Task material START

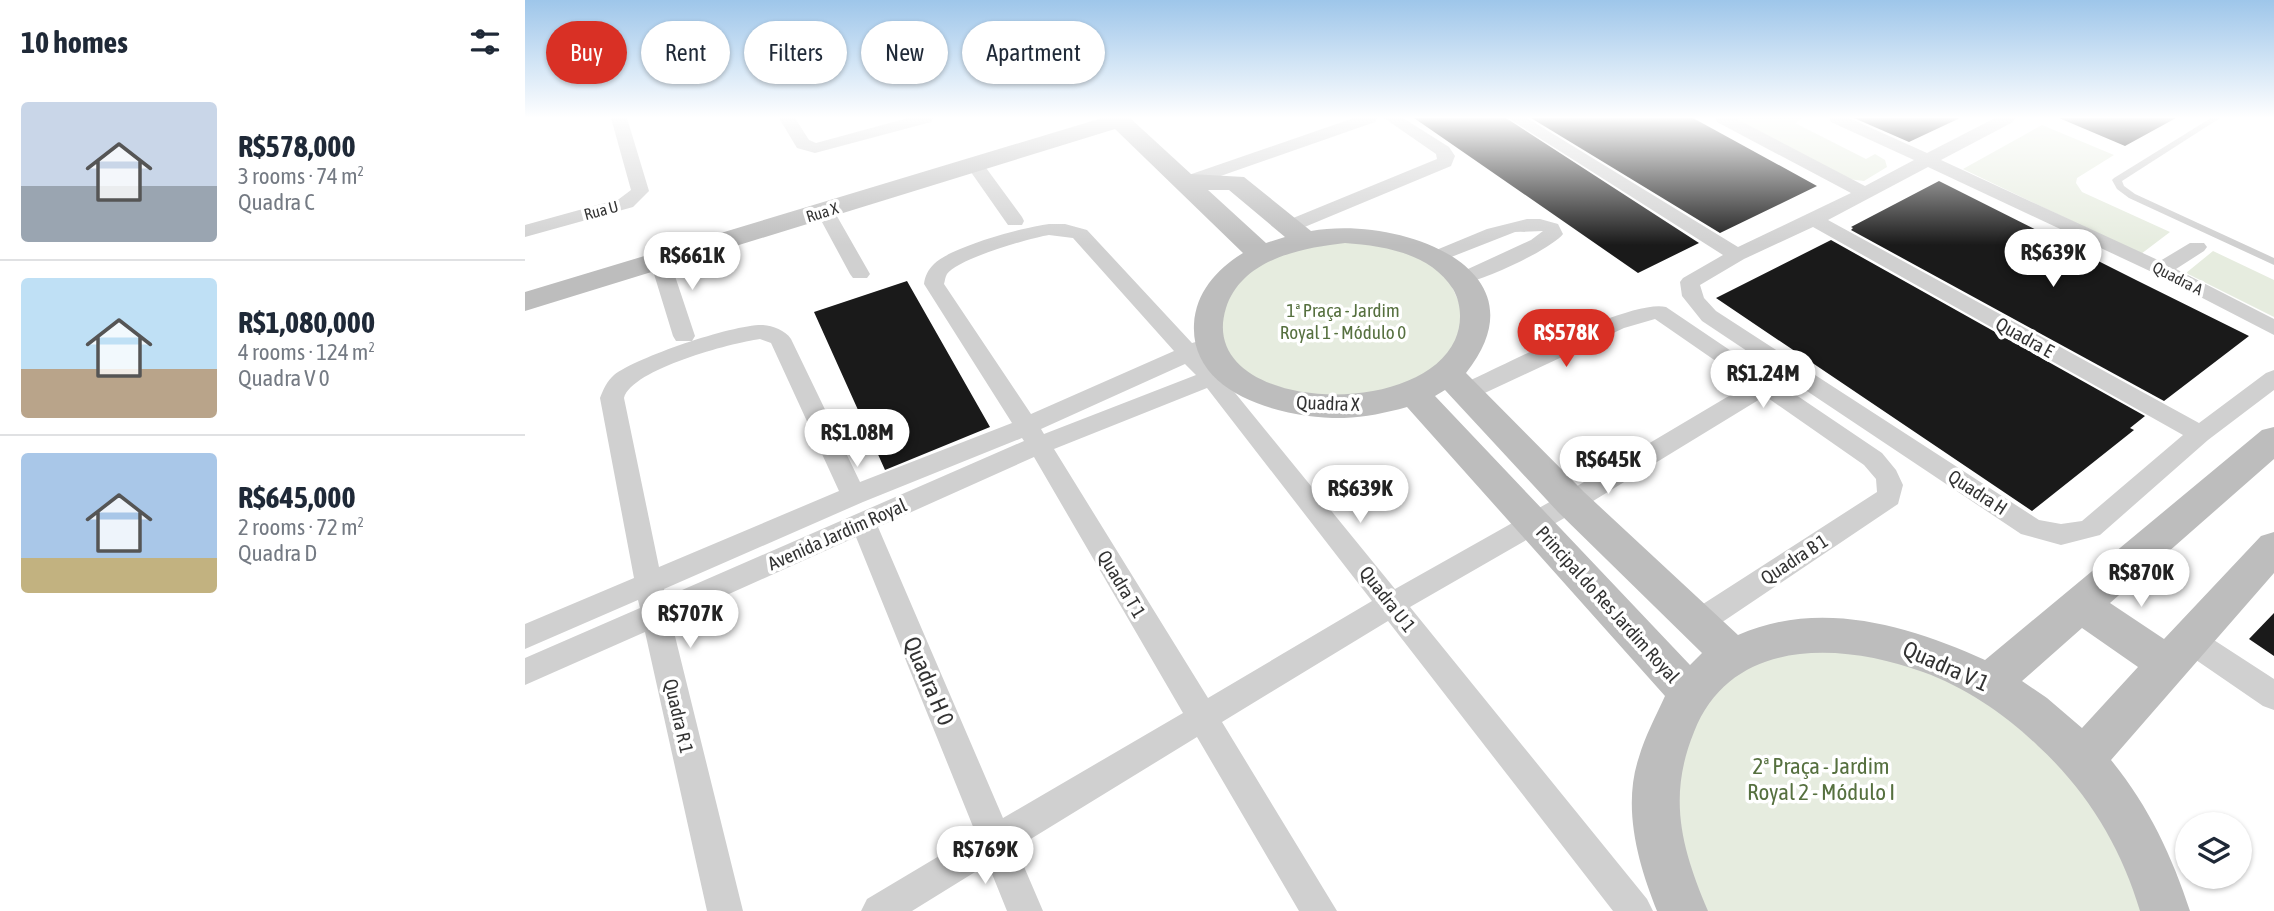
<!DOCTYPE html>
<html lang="en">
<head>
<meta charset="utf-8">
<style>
  :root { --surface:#fff; --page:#f6f6f7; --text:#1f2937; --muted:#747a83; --line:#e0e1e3; --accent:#d93025 }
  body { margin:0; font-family:"Asap Condensed",sans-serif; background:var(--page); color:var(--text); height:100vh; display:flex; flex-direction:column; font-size:26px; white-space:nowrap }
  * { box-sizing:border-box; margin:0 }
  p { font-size:23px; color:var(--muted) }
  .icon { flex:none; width:38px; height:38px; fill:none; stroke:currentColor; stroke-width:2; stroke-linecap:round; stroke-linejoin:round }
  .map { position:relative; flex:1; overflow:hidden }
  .sheet { display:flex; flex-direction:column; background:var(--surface); width:525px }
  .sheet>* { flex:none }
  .banner { position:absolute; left:21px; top:21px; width:665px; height:63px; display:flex; gap:14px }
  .tools { position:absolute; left:1650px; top:812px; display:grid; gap:14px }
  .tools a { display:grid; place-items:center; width:77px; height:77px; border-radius:50%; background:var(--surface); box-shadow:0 2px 5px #0004; font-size:35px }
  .price { position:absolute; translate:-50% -60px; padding:0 16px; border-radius:24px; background:#fff; color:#222; font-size:23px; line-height:46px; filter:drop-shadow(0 2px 4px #0008) }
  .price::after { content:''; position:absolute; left:50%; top:42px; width:21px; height:16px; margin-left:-10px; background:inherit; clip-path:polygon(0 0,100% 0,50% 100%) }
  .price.current { background:var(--accent); color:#fff }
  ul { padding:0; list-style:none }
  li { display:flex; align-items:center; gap:21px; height:175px; padding:0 21px }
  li+li { border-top:2px solid var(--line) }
  li span { display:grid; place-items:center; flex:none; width:196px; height:140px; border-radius:7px; color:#555 }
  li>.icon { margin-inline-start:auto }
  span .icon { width:84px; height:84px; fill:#fffc; stroke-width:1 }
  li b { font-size:30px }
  h2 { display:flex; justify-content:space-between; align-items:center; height:84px; padding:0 21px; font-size:30px }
  .chip { padding:0 24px; border-radius:32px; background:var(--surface); box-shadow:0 2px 5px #0004; font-size:24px; line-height:63px }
  .chip.current { background:var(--accent); color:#fff }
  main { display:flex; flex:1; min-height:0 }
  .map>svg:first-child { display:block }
  .green { fill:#e6ecdf }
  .building { fill:#1a1a1a }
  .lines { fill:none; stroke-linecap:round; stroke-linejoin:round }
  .lane { fill:#d0d0d0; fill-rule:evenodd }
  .street { fill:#d0d0d0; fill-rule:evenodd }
  .secondary { fill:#bdbdbd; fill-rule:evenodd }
  .labels { text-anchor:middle; stroke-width:7; stroke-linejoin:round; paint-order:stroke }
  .far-street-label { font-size:16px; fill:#333; stroke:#fff }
  .park-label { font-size:19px; fill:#56703f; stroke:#fff }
  .street-label { font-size:19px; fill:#333; stroke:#fff }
  .near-street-label { font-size:23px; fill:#333; stroke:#fff }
  .near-park-label { font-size:23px; fill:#56703f; stroke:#fff }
</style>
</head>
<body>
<main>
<section class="sheet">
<h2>10 homes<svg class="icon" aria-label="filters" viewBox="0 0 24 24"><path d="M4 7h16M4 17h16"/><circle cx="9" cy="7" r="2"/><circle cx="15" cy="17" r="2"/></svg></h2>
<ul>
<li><span style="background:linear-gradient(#c9d6e8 60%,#9aa5b1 0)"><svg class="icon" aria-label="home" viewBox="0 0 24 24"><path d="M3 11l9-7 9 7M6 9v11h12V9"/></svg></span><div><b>R$578,000</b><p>3 rooms · 74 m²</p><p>Quadra C</p></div></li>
<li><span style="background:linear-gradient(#bfe0f5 65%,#b9a48a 0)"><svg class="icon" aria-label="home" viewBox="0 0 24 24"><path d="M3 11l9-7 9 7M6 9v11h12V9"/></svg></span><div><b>R$1,080,000</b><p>4 rooms · 124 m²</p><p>Quadra V 0</p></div></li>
<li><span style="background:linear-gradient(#a9c7e8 75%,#c2b280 0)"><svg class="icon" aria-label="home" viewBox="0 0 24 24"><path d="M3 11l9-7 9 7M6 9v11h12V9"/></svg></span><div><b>R$645,000</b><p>2 rooms · 72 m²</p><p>Quadra D</p></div></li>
</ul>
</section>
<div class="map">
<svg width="1749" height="911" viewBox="0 0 1749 911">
  <rect width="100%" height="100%" fill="#fff"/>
  <path class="green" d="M1199 118H1275L1277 119 1270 123 1341 159 1350 154 1360 160 1362 167 1339 181 1315 178Z
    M1517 125 1589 155 1552 178 1551 183 1557 192 1645 232 1616 254 1438 169Z
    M797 242 857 243 919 269 945 327 895 385 802 403 718 375 693 340 696 300 732 263Z
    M1688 251 1749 280V317L1661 273Z
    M1344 649 1441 683 1571 795 1624 911H1174L1155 865 1149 765 1186 692 1218 668 1255 653Z"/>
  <path class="building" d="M889 118H981L1174 243 1113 273Z
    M1006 118H1168L1292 186 1195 233Z
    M1329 118H1435L1384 142Z
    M1534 118H1651L1600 146Z
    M1414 181 1613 281 1724 336 1639 401 1326 230 1328 228 1326 227Z
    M1306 240 1620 416 1605 428 1609 430 1507 511 1191 298Z
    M382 281 465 427 360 470 289 312Z
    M1749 613V656L1724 639Z"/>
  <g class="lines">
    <path class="lane" d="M1686 118H1695L1597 181 1599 186 1610 194 1749 258V265L1604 198 1592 189 1587 180 1589 178Z"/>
    <path class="street" d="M86 118H102L124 191 108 207 0 237V225L94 199 106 190Z
      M254 118H270L284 140 291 143 383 118H408L406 122 290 153 272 148Z
      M829 118H852L850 122 667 186H655L652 182 655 178Z
      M859 118H878L924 147 930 156 926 166 770 231H756L753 227 756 223 912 159 911 154Z
      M983 118H1002L1213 247 1326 193 1192 122 1190 118H1210L1340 186 1389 160 1306 122 1304 118H1324L1402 153 1470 118H1490L1488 122 1416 160 1635 261 1665 243H1679L1682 247 1679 251 1651 269 1749 319V335L1629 273 1403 167 1303 220 1674 423 1741 373 1749 370V390L1683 440 1575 535 1536 545 1496 534 1177 321 1157 296 1155 282 1158 278 1198 255ZM1288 227 1658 435 1557 521 1536 524 1514 520 1191 311 1179 298 1175 285 1219 259Z
      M450 160 456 161 497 217 499 221 497 225H483L441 165Z
      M300 205 309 211 345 274 342 278H328L325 274 291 211Z
      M1002 219H1015L1033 224 1038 234C1027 249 946 288 930 283L927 279 930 275 1006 240 1018 231 990 232 911 263 904 261 901 257 904 253 962 229Z
      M524 224H540L562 230 667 343 678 340 686 342 689 347 678 356 691 369 702 367 710 370 713 375 710 380 702 383 870 589 1037 495 1224 384 1130 319 1099 328 949 398 941 400 933 398 929 392 933 386C972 369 1106 298 1141 307L1357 453 1371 470 1378 485 1373 504 1184 631 1174 634 1164 631 1160 622 1164 613 1352 492 1351 479 1339 465 1240 396 1055 509 885 607 1122 899 1128 911H1088L863 621 697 722 812 911H774L672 737 491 848 518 911H482L463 864 387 911H336L342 899 451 834 331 537 146 620 218 911H182L120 632 0 685V658L115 608 113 600 0 649V624L109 578 75 398C78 390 82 381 89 375 112 357 209 324 238 325 248 326 260 330 266 339L335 482 487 423 399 284C400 276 403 270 409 264 426 247 499 227 524 224ZM524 235 548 238 649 351 506 414 419 284C420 281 420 277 422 274 432 259 505 238 524 235ZM235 339 246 343 314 491 134 567 99 398C107 369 206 343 235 339ZM660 364 671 375 519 434 516 429ZM682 388 847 601 683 698 529 449ZM497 438 499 441 141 597 139 589 338 502ZM509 457 658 713 478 818 353 527Z
      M135 255 142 257 145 261 170 336 167 341H151L148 336 125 261 128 257Z
      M1665 628 1675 631 1749 679V710L1738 706 1655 649 1651 640 1655 631Z"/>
    <path class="secondary" d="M577 118H605L666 174 719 177 786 231C871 215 1025 267 941 373L1059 492 1213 635C1294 599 1383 625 1460 660L1737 430 1749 427V459L1585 603 1639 639 1736 536 1749 532V573L1586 760C1623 805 1647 856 1665 911H1615C1596 847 1562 791 1513 746 1481 715 1440 687 1398 672 1316 642 1206 637 1169 732 1142 798 1157 849 1183 911H1132C1113 864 1097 807 1114 757 1120 736 1131 716 1140 696L882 407C861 413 840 417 819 418 763 419 665 397 669 324 671 292 692 269 718 253L590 129 0 311V292ZM683 190H704L760 237 741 243ZM820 243C859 246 905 253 928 289 937 305 937 324 930 340 892 423 669 410 701 308 717 259 776 248 820 243ZM920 390 1033 512 1177 653 1165 665 910 396ZM1557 628 1613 667 1557 728 1522 698 1497 681Z"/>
  </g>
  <linearGradient id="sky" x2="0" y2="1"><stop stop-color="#9ec6ea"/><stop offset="0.48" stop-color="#fff"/><stop offset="1" stop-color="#fff" stop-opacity="0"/></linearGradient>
  <rect width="1749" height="245" fill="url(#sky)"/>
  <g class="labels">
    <g class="far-street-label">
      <text transform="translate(76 210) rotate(-15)" y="6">Rua U</text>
      <text transform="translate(297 212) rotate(-17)" y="6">Rua X</text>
      <text transform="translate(1653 278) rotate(27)" y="6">Quadra A</text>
    </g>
    <g class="park-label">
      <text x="818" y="317">1ª Praça - Jardim<tspan x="818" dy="22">Royal 1 - Módulo 0</tspan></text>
    </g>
    <g class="street-label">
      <text transform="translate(1500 337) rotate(29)" y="7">Quadra E</text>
      <text transform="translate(803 403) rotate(2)" y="7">Quadra X</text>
      <text transform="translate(1453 492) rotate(33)" y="7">Quadra H</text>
      <text transform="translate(312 534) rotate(-24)" y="7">Avenida Jardim Royal</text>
      <text transform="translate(1269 559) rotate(-33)" y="7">Quadra B 1</text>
      <text transform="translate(597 584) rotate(59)" y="7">Quadra T 1</text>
      <text transform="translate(863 599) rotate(52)" y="7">Quadra U 1</text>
      <text transform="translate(1083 604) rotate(48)" y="7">Principal do Res Jardim Royal</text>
      <text transform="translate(154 716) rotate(77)" y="7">Quadra R 1</text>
    </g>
    <g class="near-street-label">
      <text transform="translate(1421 666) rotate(24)" y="8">Quadra V 1</text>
      <text transform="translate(404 681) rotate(67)" y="8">Quadra H 0</text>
    </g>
    <g class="near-park-label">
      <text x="1296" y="774">2ª Praça - Jardim<tspan x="1296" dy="26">Royal 2 - Módulo I</tspan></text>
    </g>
  </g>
</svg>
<div class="tools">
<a><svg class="icon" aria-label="layers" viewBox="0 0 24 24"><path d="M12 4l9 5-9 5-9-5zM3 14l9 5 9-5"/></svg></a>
</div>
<b class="price" style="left:1528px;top:289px">R$639K</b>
<b class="price" style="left:167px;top:292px">R$661K</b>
<b class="price current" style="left:1041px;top:369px">R$578K</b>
<b class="price" style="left:1238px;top:410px">R$1.24M</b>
<b class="price" style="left:332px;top:469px">R$1.08M</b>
<b class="price" style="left:1083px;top:496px">R$645K</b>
<b class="price" style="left:835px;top:525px">R$639K</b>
<b class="price" style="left:1616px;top:609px">R$870K</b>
<b class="price" style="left:165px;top:650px">R$707K</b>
<b class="price" style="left:460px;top:886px">R$769K</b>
<div class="banner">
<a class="chip current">Buy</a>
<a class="chip">Rent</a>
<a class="chip">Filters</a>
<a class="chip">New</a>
<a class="chip">Apartment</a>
</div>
</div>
</main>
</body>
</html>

Task material END

Using the material above, return every line that holds the string "direction".

  body { margin:0; font-family:"Asap Condensed",sans-serif; background:var(--page); color:var(--text); height:100vh; display:flex; flex-direction:column; font-size:26px; white-space:nowrap }
  .sheet { display:flex; flex-direction:column; background:var(--surface); width:525px }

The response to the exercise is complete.